Хасен двинулся к дому, Бекайдар за ним, и тут вдруг Хасен опять остановился и спросил подозрительно:
— Эй, а ты не женился на ней случайно?
«Вот проклятущий! И что он против меня имеет?» — подумал Бекайдар и покачал головой.
— Нет, нет, как она ушла с вами, так я ее и не видел.
— А! — кивнул головой старик. — Ну, идем, идем! — и последние нотки неприязни исчезли в его голосе.
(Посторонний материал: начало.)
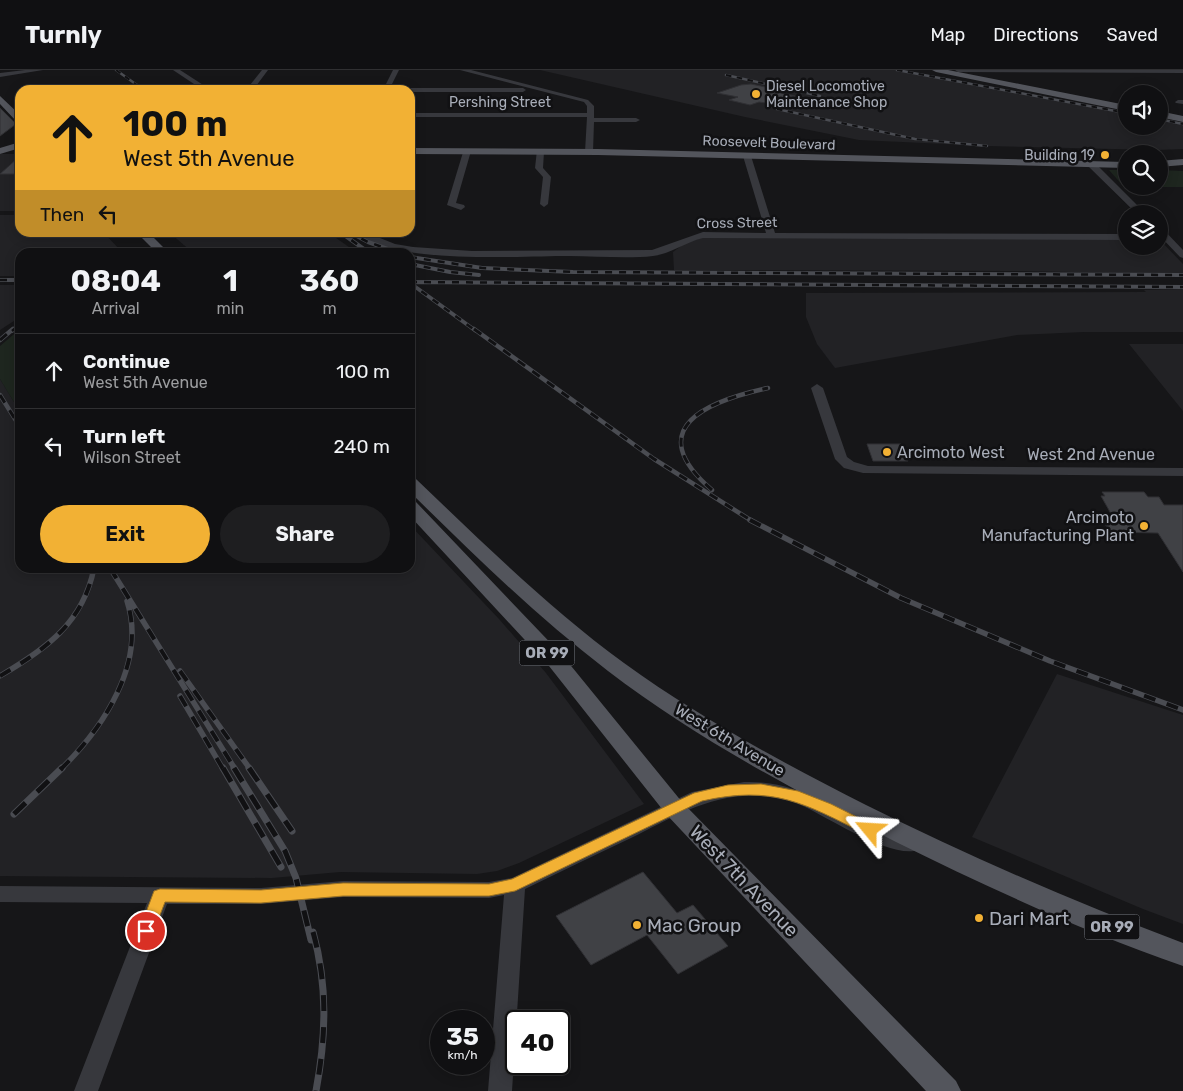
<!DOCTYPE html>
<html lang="en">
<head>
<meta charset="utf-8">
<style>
	body { margin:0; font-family:Rubik,sans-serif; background:#1e1e20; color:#f1f3f6; height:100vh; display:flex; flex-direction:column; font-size:19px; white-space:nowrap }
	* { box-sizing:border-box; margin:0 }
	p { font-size:16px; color:#9c9d9f }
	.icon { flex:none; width:28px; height:28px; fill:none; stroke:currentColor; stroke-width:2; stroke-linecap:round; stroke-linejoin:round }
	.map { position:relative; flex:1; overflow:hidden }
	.drawer { position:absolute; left:15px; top:178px; width:400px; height:325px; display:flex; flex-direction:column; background:#101012; border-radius:15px; box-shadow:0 2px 12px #0003,0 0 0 1px #303032 }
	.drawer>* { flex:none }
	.top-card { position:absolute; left:15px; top:15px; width:400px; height:152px; border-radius:15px; box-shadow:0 2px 12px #0003,0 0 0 1px #303032; background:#f2b134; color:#111; overflow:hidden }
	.controls { position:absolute; left:1118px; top:15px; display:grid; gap:10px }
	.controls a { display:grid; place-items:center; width:50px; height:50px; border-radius:50%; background:#101012; box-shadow:0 2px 12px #0003,0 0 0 1px #303032; font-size:25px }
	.speed { position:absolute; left:430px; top:940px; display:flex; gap:10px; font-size:25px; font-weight:700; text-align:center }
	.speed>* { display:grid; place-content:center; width:65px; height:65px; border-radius:50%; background:#101012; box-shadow:0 2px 12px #0003,0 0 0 1px #303032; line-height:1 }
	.speed small { font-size:12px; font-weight:400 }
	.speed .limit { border:2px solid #111; border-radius:8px; background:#fff; color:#111 }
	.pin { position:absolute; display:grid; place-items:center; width:42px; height:42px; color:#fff; margin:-21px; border:2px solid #fff; border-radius:50%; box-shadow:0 1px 5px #0007 }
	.me { position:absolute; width:55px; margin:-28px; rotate:297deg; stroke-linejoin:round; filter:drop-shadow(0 0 4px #0008) }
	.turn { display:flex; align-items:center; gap:18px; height:105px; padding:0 25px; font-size:22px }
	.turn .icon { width:65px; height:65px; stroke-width:2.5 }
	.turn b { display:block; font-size:35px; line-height:42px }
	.then { display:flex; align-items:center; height:48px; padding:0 25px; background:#0003; gap:10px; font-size:19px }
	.eta { display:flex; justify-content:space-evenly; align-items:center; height:85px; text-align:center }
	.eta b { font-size:30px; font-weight:700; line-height:35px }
	.button { display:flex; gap:10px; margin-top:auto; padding:10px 25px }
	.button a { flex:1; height:58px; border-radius:30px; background:#f2b134; color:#111; font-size:20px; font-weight:700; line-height:58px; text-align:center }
	.button a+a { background:#1e1e20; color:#f1f3f6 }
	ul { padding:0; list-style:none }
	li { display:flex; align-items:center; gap:15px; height:75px; padding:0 25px; border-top:1px solid #303032 }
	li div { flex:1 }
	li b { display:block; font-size:19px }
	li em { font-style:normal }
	header { display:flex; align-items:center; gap:30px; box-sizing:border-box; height:70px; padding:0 25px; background:#101012; border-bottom:1px solid #303032 }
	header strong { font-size:24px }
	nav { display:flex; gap:28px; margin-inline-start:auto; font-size:18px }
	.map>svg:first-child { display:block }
</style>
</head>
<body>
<header>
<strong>Turnly</strong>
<nav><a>Map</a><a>Directions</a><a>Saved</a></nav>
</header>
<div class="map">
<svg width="1183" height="1021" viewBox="0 0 1183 1021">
	<rect width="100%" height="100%" fill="#161618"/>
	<!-- built -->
	<path fill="#222225" d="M 540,0 L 903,0 L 1126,42 L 1126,56 L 1159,56 L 1159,48 L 1183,53 L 1183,79 L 1157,80 L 989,76 L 859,70 L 745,47 Z
		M 0,84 L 20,84 L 20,141 L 0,141 Z
		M 0,145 L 20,145 L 20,162 L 104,163 L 122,182 L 20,182 L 20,206 L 0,206 Z
		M 170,163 L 329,163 L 356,182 L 192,182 Z
		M 701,168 L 1126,168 L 1126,176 L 1159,176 L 1159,169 L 1183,194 L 1183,204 L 1012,201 L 674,200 L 673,182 L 685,173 Z
		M 0,215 L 20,215 L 20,247 L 0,260 Z
		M 1183,219 L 1183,262 L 1084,262 L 1017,265 L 835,298 L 817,274 L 806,247 L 806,223 L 1146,222 L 1144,220 Z
		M 1129,274 L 1183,274 L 1183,341 Z
		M 0,309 L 20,342 L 20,498 L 410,498 L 410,455 L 499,549 L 546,603 L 644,734 L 519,793 L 497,801 L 477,804 L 340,802 L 272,808 L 0,806 Z
		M 1057,604 L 1183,645 L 1183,854 L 1143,839 L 972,767 Z"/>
	<!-- green -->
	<path fill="#1e261f" d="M 1109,100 L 1126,100 L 1126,116 L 1159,116 L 1159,100 L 1183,101 L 1183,117 L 1124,117 Z
		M 20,259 L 20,342 L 0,309 L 0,276 Z"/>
	<!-- building -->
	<path fill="#404145" stroke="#303034" d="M 751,14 L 780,20 L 775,22 L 795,26 L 773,34 L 759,32 L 750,35 L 729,30 L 738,27 L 717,23 L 741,15 Z
		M 0,38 L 16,54 L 0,66 Z
		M 20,86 L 20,100 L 16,104 L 0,104 Z
		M 867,374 L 901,374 L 908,391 L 873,391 Z
		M 1102,422 L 1144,422 L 1148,427 L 1159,427 L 1164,435 L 1183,435 L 1183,502 L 1158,463 L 1110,462 L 1102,449 L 1114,449 L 1101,426 L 1105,426 Z
		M 643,802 L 677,843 L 693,835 L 728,876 L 678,904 L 647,865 L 591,895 L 556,846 Z"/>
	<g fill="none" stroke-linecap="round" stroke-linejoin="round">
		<!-- minor -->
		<path fill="#37383d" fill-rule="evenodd" d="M 25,0 L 43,0 L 0,7 L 0,3 Z
			M 173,0 L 180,0 L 211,20 L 203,20 Z
			M 262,0 L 268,0 L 253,20 L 246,20 Z
			M 393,0 L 399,0 L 389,20 L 383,20 Z
			M 460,0 L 471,0 L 588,30 L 594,36 L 594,48 L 636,48 L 640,50 L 636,52 L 594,52 L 593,82 L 589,84 L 585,82 L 587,47 L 410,47 L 410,43 L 587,43 L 587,36 L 584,32 Z
			M 955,0 L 1183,0 L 1183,3 L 958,2 Z
			M 410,18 L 523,18 L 526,20 L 523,22 L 410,22 L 410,20 L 407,20 Z
			M 1178,30 L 1183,30 L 1183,34 L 1176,33 L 1175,32 Z
			M 464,79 L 471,81 L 456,133 L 464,135 L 465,137 L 461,140 L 447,135 Z
			M 537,80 L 544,82 L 543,98 L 551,107 L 548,134 L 544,137 L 540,134 L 543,107 L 535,98 Z
			M 744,84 L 751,86 L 775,163 L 1126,164 L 1126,170 L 703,168 C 686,172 670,184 653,186 C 627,189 596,186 569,186 C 516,186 393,195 352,162 L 365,162 L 395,174 L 413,177 L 472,181 L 652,180 L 703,162 L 766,163 L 743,86 Z
			M 1089,93 L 1095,93 L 1146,144 L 1137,144 L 1089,97 Z
			M 1159,157 L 1162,158 L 1183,180 L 1183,188 L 1180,187 L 1159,165 Z
			M 817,314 L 823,318 L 847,387 L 854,392 L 868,396 L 1183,398 L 1183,406 L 863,403 L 844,398 L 835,389 L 811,318 Z
			M 744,712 C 795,710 833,737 878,757 C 891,763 904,765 918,770 L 921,775 L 918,780 C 891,789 829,748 803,736 C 789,730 774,727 759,726 C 711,723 672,748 631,768 C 595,785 560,802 525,819 L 512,1021 L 488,1021 L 504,825 L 489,828 L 343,827 L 261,834 L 167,834 L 98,1021 L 74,1021 L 147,833 L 0,832 L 0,816 L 261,818 L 343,811 L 489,812 L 512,808 L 692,722 Z"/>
		<!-- major -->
		<path fill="#53555c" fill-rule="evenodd" d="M 932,0 L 948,0 L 1126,35 L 1126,41 L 936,2 Z
			M 0,26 L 20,45 L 20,53 L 17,52 L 0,34 Z
			M 1159,41 L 1183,46 L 1183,52 L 1159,47 Z
			M 20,72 L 20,78 L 0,84 L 0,78 Z
			M 410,78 L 598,79 L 1126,92 L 1126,98 L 598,85 L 410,84 Z
			M 1183,89 L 1183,95 L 1159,97 L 1159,91 Z
			M 136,162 L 148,162 L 168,182 L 156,182 Z
			M 410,408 L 416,409 C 483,473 549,538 624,593 C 700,648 783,693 866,735 C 970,787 1075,832 1183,873 L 1183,896 C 1085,862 989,818 896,772 C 797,722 697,669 608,601 C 537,547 474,485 410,422 Z
			M 410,431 L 416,432 L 563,586 L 682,732 L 956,1011 L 961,1021 L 926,1021 L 666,744 L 549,596 L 410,446 Z"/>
		<defs>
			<path id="rail-far4" d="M 116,0 L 144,20
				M 897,0 L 1126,43
				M 726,5 L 820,26
				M 777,39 L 915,69 L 987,76
				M 1159,49 L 1183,54"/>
			<path id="rail-far3" d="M 340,162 L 368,182
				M 349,162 L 368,172 L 396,182
				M 410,187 L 482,198 L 573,202 L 1183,205
				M 410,194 L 450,202 L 479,205
				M 0,210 L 20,210
				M 410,212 L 1183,217
				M 410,213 L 476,261
				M 12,261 L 20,254"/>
			<path id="rail-far2" d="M 474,259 L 654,389 L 752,451
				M 0,270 L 13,259
				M 0,325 L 20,357
				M 712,420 C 640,358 708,331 768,318"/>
			<path id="rail-far1" d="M 750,450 L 901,528 L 1050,591 L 1183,640
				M 110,498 L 235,699
				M 180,601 L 250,699
				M 0,606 C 46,579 83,553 94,498
				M 180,626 L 223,699
				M 61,699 C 103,658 147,593 127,531"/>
			<path id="rail" d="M 223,698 L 281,797
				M 234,698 L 285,781 L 296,808 L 311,870
				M 249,698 L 292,761
				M 14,744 L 62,698
				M 313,862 C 328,916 326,967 316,1021"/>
		</defs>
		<!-- rail-far4 casing -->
		<use href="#rail-far4" stroke="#4a4c52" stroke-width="2.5"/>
		<!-- rail-far3 casing -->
		<use href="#rail-far3" stroke="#4a4c52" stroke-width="4"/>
		<!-- rail-far2 casing -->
		<use href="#rail-far2" stroke="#4a4c52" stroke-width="4.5"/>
		<!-- rail-far1 casing -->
		<use href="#rail-far1" stroke="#4a4c52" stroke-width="5.5"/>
		<!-- rail casing -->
		<use href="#rail" stroke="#4a4c52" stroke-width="7"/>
		<!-- rail-far4 -->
		<use href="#rail-far4" stroke="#111113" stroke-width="2" stroke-dasharray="5.5" stroke-linecap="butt"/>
		<!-- rail-far3 -->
		<use href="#rail-far3" stroke="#111113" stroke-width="2.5" stroke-dasharray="7" stroke-linecap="butt"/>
		<!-- rail-far2 -->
		<use href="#rail-far2" stroke="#111113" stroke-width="3" stroke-dasharray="9" stroke-linecap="butt"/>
		<!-- rail-far1 -->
		<use href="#rail-far1" stroke="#111113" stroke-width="4" stroke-dasharray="12" stroke-linecap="butt"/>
		<!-- rail -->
		<use href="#rail" stroke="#111113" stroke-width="5" stroke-dasharray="16" stroke-linecap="butt"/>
	</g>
	<!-- route -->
	<path fill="#f2b134" stroke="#9d7322" d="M 761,714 L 798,721 L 831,734 L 875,756 L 877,760 L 875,764 L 870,766 L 865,764 C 804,733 773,715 702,731 L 515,821 L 489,826 L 343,826 L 261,833 L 165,832 L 152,866 L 146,868 L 141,866 L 139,861 L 154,821 L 160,819 L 261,820 L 343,813 L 489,814 L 512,809 L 694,723 L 728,715 Z"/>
	<!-- markers -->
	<g fill="#f2b134" stroke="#111113" stroke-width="2">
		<circle cx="756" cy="24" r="5"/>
		<circle cx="1105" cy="85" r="5"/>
		<circle cx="887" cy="382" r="5"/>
		<circle cx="1144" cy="456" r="5"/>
		<circle cx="979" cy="848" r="5"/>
		<circle cx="637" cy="855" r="5"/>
	</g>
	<g text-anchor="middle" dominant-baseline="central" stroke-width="5" stroke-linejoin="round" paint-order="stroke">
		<!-- far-poi labels -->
		<g font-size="14" fill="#a8adb8" stroke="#111113" text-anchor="start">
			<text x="766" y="16">Diesel Locomotive<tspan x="766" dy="16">Maintenance Shop</tspan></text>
			<text x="1095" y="85" text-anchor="end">Building 19</text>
		</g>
		<!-- far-street labels -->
		<g font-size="14" fill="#a8adb8" stroke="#111113">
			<text x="500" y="32">Pershing Street</text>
			<text transform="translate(769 73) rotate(2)">Roosevelt Boulevard</text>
			<text transform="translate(737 153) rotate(-1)">Cross Street</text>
		</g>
		<!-- shield labels -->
		<g fill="#111113" stroke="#7b7e86" stroke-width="1">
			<rect x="519.5" y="570.5" width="55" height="25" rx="4"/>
			<rect x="1084.5" y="844.5" width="55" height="25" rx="4"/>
		</g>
		<g font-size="15" font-weight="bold" fill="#a8adb8">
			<text x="547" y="583">OR 99</text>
			<text x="1112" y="857">OR 99</text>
		</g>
		<!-- poi labels -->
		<g font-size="16" fill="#a8adb8" stroke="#111113" text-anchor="start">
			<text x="897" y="382">Arcimoto West</text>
			<text x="1134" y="447" text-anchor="end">Arcimoto<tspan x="1134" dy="18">Manufacturing Plant</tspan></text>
		</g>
		<!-- street labels -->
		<g font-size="16" fill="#a8adb8" stroke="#111113">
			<text x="1091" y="384">West 2nd Avenue</text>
			<text transform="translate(730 670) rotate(31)">West 6th Avenue</text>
		</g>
		<!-- near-street labels -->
		<g font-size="19" fill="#a8adb8" stroke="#111113">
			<text transform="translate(744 811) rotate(46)">West 7th Avenue</text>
		</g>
		<!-- near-poi labels -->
		<g font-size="19" fill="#a8adb8" stroke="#111113" text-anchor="start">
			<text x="989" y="848">Dari Mart</text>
			<text x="647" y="855">Mac Group</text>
		</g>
	</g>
</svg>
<div class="controls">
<a><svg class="icon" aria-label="sound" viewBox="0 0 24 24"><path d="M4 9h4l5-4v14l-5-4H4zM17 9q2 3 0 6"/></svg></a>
<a><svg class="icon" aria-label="search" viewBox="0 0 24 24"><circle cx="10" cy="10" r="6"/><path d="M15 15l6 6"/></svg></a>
<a><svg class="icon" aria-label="layers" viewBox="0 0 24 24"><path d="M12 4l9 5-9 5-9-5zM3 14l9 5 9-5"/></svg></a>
</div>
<div class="speed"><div>35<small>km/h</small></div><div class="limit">40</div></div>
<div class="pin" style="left:146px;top:861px;background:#d93025"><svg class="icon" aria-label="arrive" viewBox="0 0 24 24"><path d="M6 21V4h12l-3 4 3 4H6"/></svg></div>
<svg class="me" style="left:870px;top:760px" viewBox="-20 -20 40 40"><path d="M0-17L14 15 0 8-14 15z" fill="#f2b134" stroke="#fff" stroke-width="4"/></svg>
<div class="top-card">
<div class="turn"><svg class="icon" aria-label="ahead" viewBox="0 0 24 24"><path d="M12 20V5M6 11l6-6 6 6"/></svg><div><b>100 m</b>West 5th Avenue</div></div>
<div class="then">Then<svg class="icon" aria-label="left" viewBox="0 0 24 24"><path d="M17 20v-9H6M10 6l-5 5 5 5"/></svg></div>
</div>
<section class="drawer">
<div class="eta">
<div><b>08:04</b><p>Arrival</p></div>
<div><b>1</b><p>min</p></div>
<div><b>360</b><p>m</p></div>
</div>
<ul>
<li><svg class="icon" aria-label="ahead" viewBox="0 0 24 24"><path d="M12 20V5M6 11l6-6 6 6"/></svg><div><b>Continue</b><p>West 5th Avenue</p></div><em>100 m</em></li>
<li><svg class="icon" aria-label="left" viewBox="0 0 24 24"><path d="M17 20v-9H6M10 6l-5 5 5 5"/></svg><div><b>Turn left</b><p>Wilson Street</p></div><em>240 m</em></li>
</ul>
<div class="button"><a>Exit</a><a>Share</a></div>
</section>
</div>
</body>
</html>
Они повернули на узкую песчаную тропинку, и тут вдруг Бекайдар чуть не вскрикнул. Часть сада была обтянута мелкоячеистой решеткой и за ней по кустам летали птицы! Каких только здесь не было: черные дрозды, розовые скворцы, золотистые щурки, голубые сизоворонки, какие-то небольшие серые птички — соловьи, наверно, саксаульные сойки, которых так редко можно увидеть на воле. Большой пестрый удод сидел неподвижно на бугорке и, откинув голову с пестрым хохлом, неподвижно, как будто насмешливо, смотрел на них. В другой вольере по камням бегали горные куропатки и кеклики. Затем была еще высокая квадратная клетка, и в ней на камнях, на стволе дереча, просто на подставках неподвижно сидели или чистили перья хищники — беркут, орел, могильник, красный ястреб. Они, кажется, так привыкли к неволе, что отпусти их — они не полетят.
— Вот тот у меня десять лет живет, — сказал Хасен мимоходом, показывая на беркута, — птенцом его из гнезда вынул, а теперь вот какой красавец.
Прошли еще немного и завернули за сарай. Здесь тоже была клетка и в ней сновала горная лисица и лежал на песке серый корсак.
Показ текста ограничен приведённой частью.